The Global System of Trade Preferences or GSTP is a preferential trade agreement between developing nations. Developing countries signed the agreement on 13th April 1988. It aims to increase trade between developing economies in the framework of the UN Conference on Trade and Development.

In other words, GSTP is an international agreement aimed at boosting trade between emerging economies and less developed countries. In most cases, the preferential trade agreement consists of tariff concessions. Tariffs are taxes or duties that a country levies on imports.

The GSTP agreement came into force on 19th April 1989. The UN notified the WTO on 25th September 1989.

UN stands for the United Nations, and WTO stands for the World Trade Organization.

GSTP – initial and current members

Initially, the agreement consisted of nine members. They were Zimbabwe, Tanzania, Sri Lanka, Singapore, Nigeria, India, Ghana, Cuba, and Bangladesh.

Since 1989, dozens of other countries have also become GSTP member states. Uruguay, Uganda, as well as several other nations have also applied to join.

Romania and what was once Yugoslavia were once members. However, their memberships ceased when they joined the European Union.

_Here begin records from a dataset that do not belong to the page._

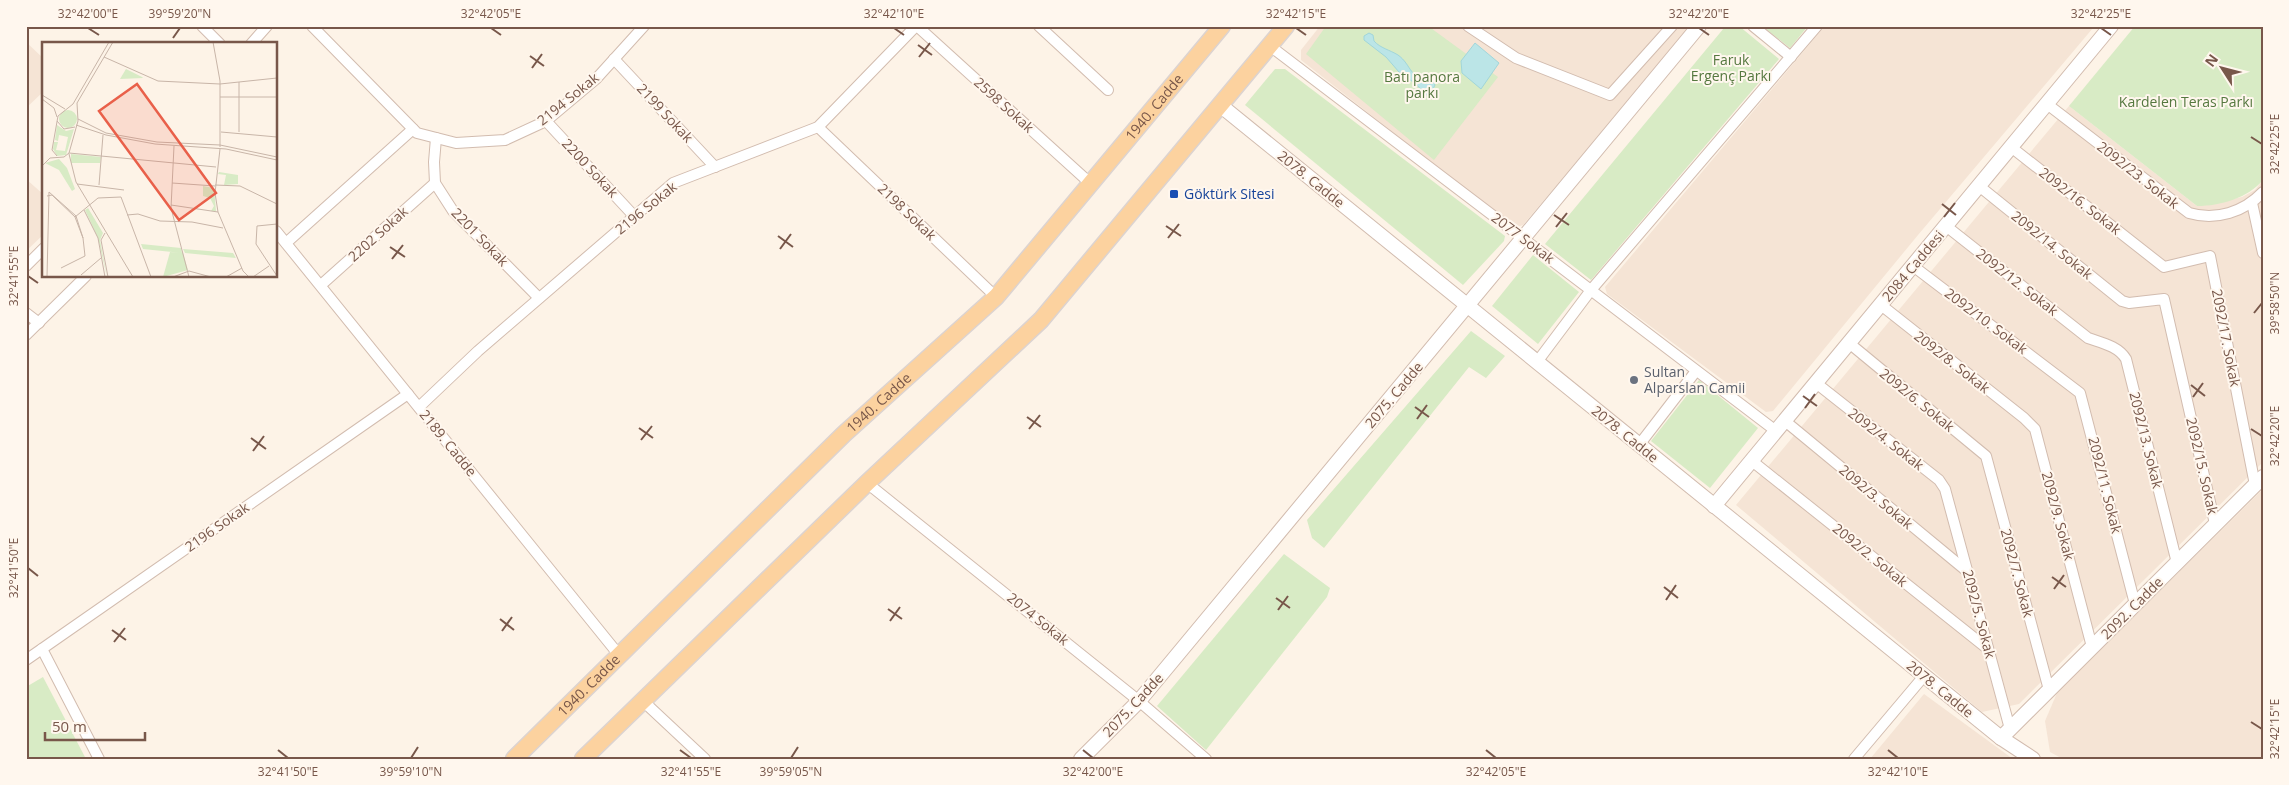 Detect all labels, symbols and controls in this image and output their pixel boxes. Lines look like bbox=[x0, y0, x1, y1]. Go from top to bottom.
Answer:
text: 32°42'00"E bbox=[58, 5, 118, 22]
text: 39°59'20"N bbox=[149, 5, 211, 22]
text: 32°42'05"E bbox=[461, 5, 521, 22]
text: 32°42'10"E bbox=[864, 5, 924, 22]
text: 32°42'15"E bbox=[1266, 5, 1326, 22]
text: 32°42'20"E bbox=[1669, 5, 1729, 22]
text: 32°42'25"E bbox=[2071, 5, 2131, 22]
inset map bbox=[42, 42, 278, 278]
north arrow bbox=[2196, 42, 2246, 92]
park label: Faruk Ergenç Parkı bbox=[1691, 50, 1771, 85]
text: N bbox=[2200, 50, 2222, 70]
street label: 2194 Sokak bbox=[533, 67, 603, 129]
park label: Batı panora parkı bbox=[1384, 67, 1460, 102]
street label: 1940. Cadde bbox=[1121, 70, 1187, 144]
street label: 2598 Sokak bbox=[970, 73, 1039, 137]
street label: 2199 Sokak bbox=[633, 79, 698, 147]
park label: Kardelen Teras Parkı bbox=[2119, 92, 2253, 111]
text: 32°42'25"E bbox=[2266, 114, 2283, 174]
street label: 2200 Sokak bbox=[558, 134, 623, 202]
street label: 2092/23. Sokak bbox=[2093, 137, 2184, 213]
street label: 2078. Cadde bbox=[1274, 146, 1349, 212]
street label: 2092/16. Sokak bbox=[2035, 163, 2126, 239]
street label: 2196 Sokak bbox=[611, 176, 681, 238]
street label: 2198 Sokak bbox=[874, 179, 941, 245]
place label: Göktürk Sitesi bbox=[1184, 184, 1275, 203]
marker: Göktürk Sitesi bbox=[1168, 188, 1180, 200]
street label: 2202 Sokak bbox=[344, 201, 412, 266]
street label: 2201 Sokak bbox=[448, 203, 513, 270]
street label: 2092/14. Sokak bbox=[2008, 206, 2097, 284]
street label: 2077 Sokak bbox=[1488, 208, 1559, 268]
street label: 2084 Caddesi bbox=[1877, 226, 1948, 305]
street label: 2092/12. Sokak bbox=[1972, 244, 2063, 320]
text: 32°41'55"E bbox=[5, 246, 22, 306]
text: 39°58'50"N bbox=[2266, 272, 2283, 334]
street label: 2092/10. Sokak bbox=[1941, 283, 2032, 358]
street label: 2092/17. Sokak bbox=[2208, 287, 2245, 389]
street label: 2092/8. Sokak bbox=[1911, 326, 1995, 398]
street label: 2075. Cadde bbox=[1360, 357, 1427, 432]
place label: Sultan Alparslan Camii bbox=[1644, 362, 1745, 397]
street label: 2092/6. Sokak bbox=[1876, 364, 1959, 436]
street label: 1940. Cadde bbox=[842, 368, 915, 436]
marker: Sultan Alparslan Camii bbox=[1628, 374, 1640, 386]
street label: 2092/13. Sokak bbox=[2125, 390, 2168, 491]
street label: 2078. Cadde bbox=[1588, 401, 1663, 467]
street label: 2092/4. Sokak bbox=[1845, 403, 1929, 475]
street label: 2189. Cadde bbox=[416, 405, 481, 480]
text: 32°42'20"E bbox=[2266, 406, 2283, 466]
street label: 2092/15. Sokak bbox=[2182, 415, 2223, 517]
street label: 2092/11. Sokak bbox=[2084, 435, 2127, 536]
street label: 2092/3. Sokak bbox=[1835, 460, 1918, 534]
street label: 2092/9. Sokak bbox=[2038, 469, 2080, 563]
street label: 2196 Sokak bbox=[181, 497, 253, 556]
street label: 2092/2. Sokak bbox=[1829, 519, 1912, 591]
street label: 2092/7. Sokak bbox=[1997, 526, 2039, 620]
text: 32°41'50"E bbox=[5, 538, 22, 598]
street label: 2092/5. Sokak bbox=[1959, 567, 2001, 661]
street label: 2092. Cadde bbox=[2096, 572, 2167, 643]
street label: 2074 Sokak bbox=[1003, 588, 1074, 650]
street label: 1940. Cadde bbox=[553, 650, 624, 720]
street label: 2078. Cadde bbox=[1903, 656, 1978, 722]
street label: 2075. Cadde bbox=[1098, 668, 1167, 741]
text: 32°42'15"E bbox=[2266, 699, 2283, 759]
scale bar bbox=[45, 710, 145, 742]
text: 50 m bbox=[52, 716, 87, 736]
text: 32°41'50"E bbox=[258, 763, 318, 780]
text: 39°59'10"N bbox=[380, 763, 442, 780]
text: 32°41'55"E bbox=[661, 763, 721, 780]
text: 39°59'05"N bbox=[760, 763, 822, 780]
text: 32°42'00"E bbox=[1063, 763, 1123, 780]
text: 32°42'05"E bbox=[1466, 763, 1526, 780]
text: 32°42'10"E bbox=[1868, 763, 1928, 780] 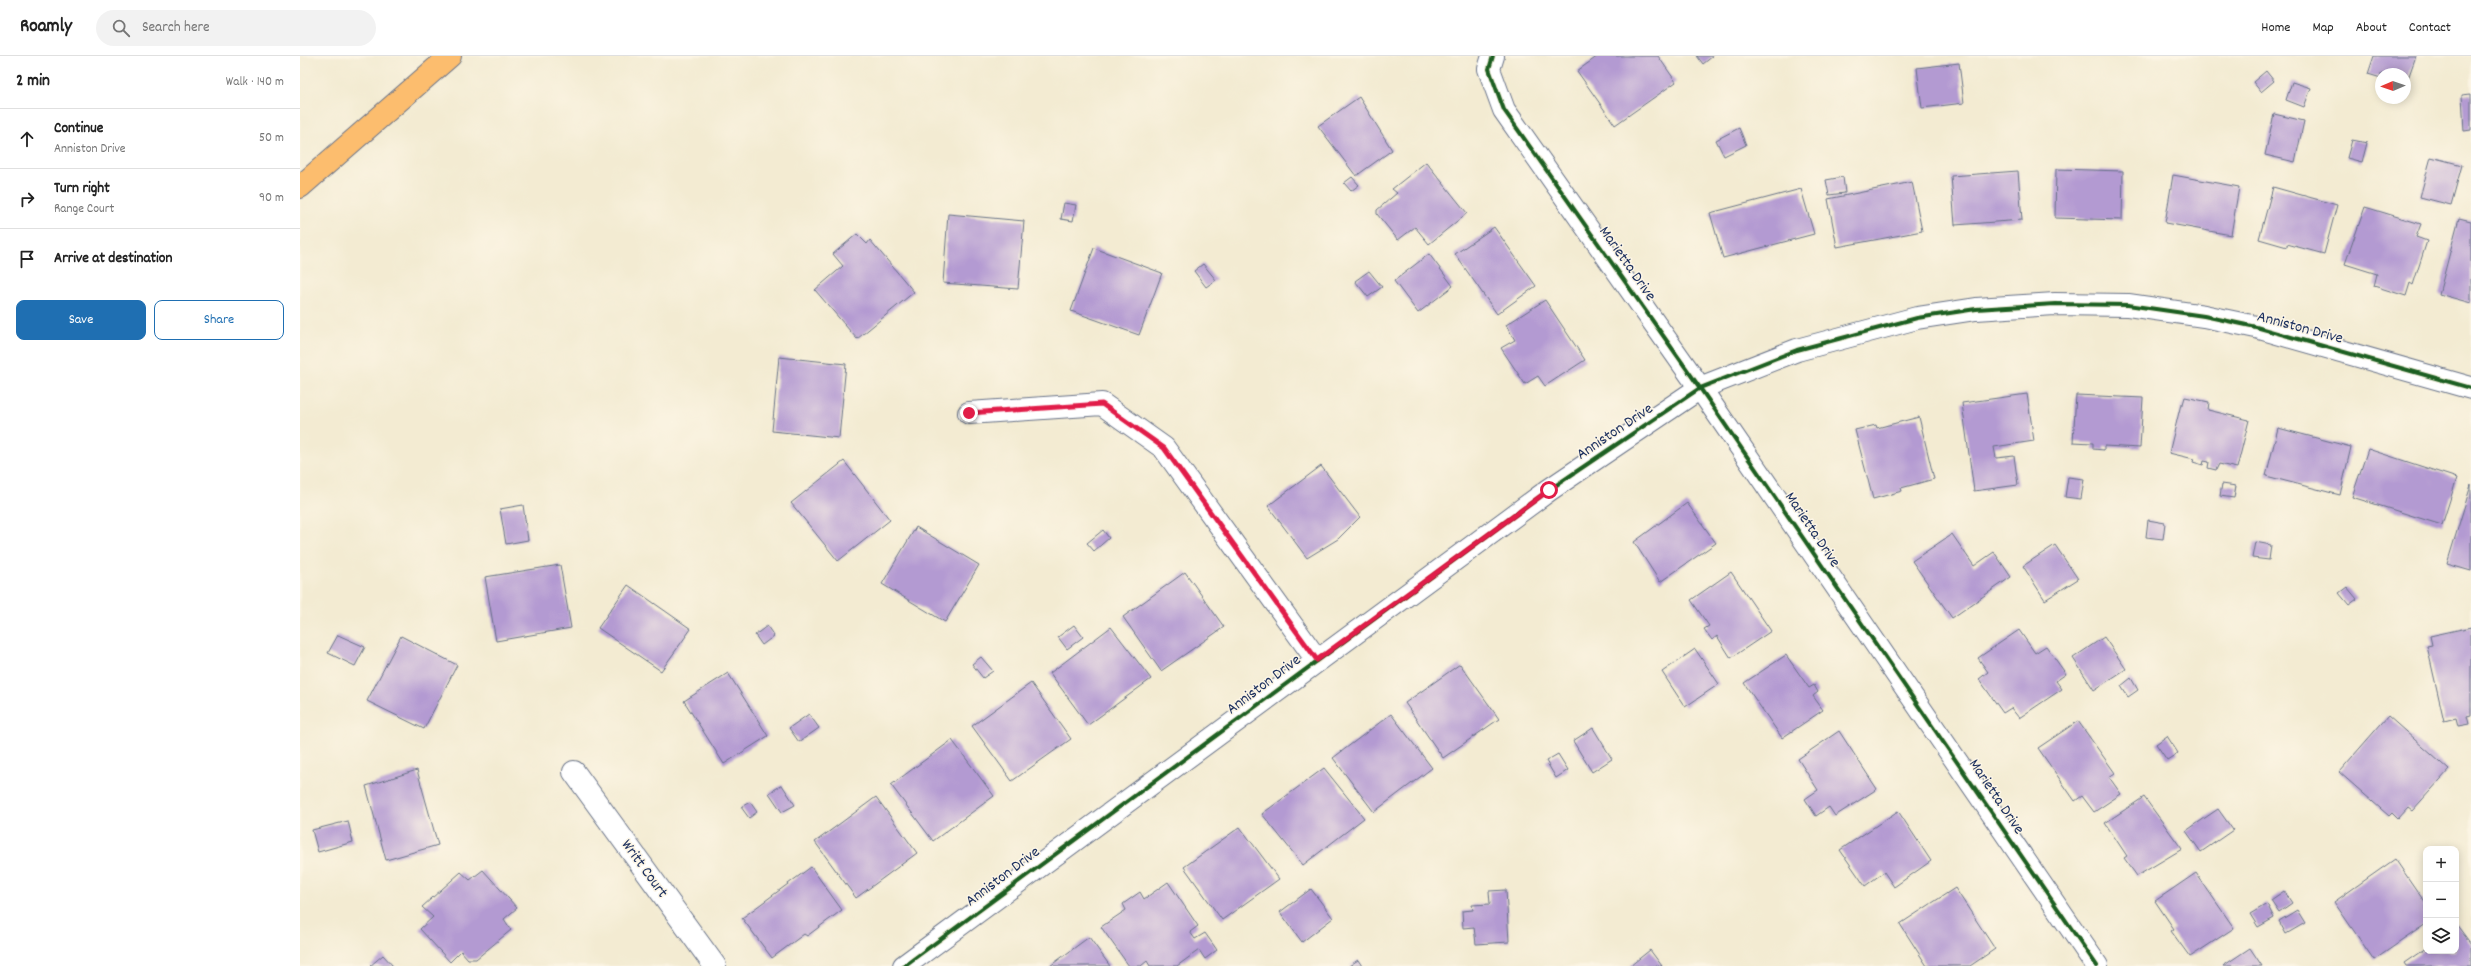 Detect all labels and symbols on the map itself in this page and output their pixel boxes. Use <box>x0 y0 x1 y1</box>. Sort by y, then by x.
north arrow <box>2375 68 2411 104</box>
street label: Marietta Drive <box>1593 222 1661 306</box>
street label: Anniston Drive <box>2254 305 2346 351</box>
street label: Anniston Drive <box>1572 398 1658 466</box>
route end <box>960 404 978 422</box>
route start <box>1540 481 1558 499</box>
street label: Marietta Drive <box>1778 488 1846 572</box>
street label: Anniston Drive <box>1222 649 1306 721</box>
street label: Marietta Drive <box>1962 755 2030 839</box>
street label: Writt Court <box>615 835 673 903</box>
street label: Anniston Drive <box>961 841 1045 913</box>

GSTP - Global System of Trade Preferences
GSTP is a trade agreement between emerging and less developed countries. Less developed countries do not have to reciprocate when they receive preferential terms, i.e., tariff concessions. (Image: adapted from Wikipedia)

To date, forty-three countries have acceded to or ratified the Agreement.

According to the United Nations Conference on Trade and Development:

“The Agreement on the Global System of Trade Preferences Among Developing Countries (GSTP) was established in 1988 as a framework for the exchange of trade preferences among developing countries in order to promote intra-developing-country trade.”

Seven members of GSTP are LDCs. LDC stands for Less Developed Country. They are Tanzania, Sudan, Myanmar, Mozambique, Guinea, Benin, and Bangladesh.

A less developed country does not have a lot of industrial activity. Its citizens also have very low incomes. Economists divide countries into three types. First, advanced economies; second, emerging economies; third, less developed countries.

LDCs need not reciprocate

LDCs have special needs, the United Nations points out. Therefore, they should receive preferential measures in their favor.

Additionally, the UN believes that the LDCs do not have to reciprocate on these special measures. In other words, if one country offers preferential terms, that LDC doesn’t have to respond with the same terms.

For example, let’s suppose that Singapore allows imports from Sudan to come into the country tariff free. That does not mean that Sudan has to do the same regarding goods it imports from Singapore.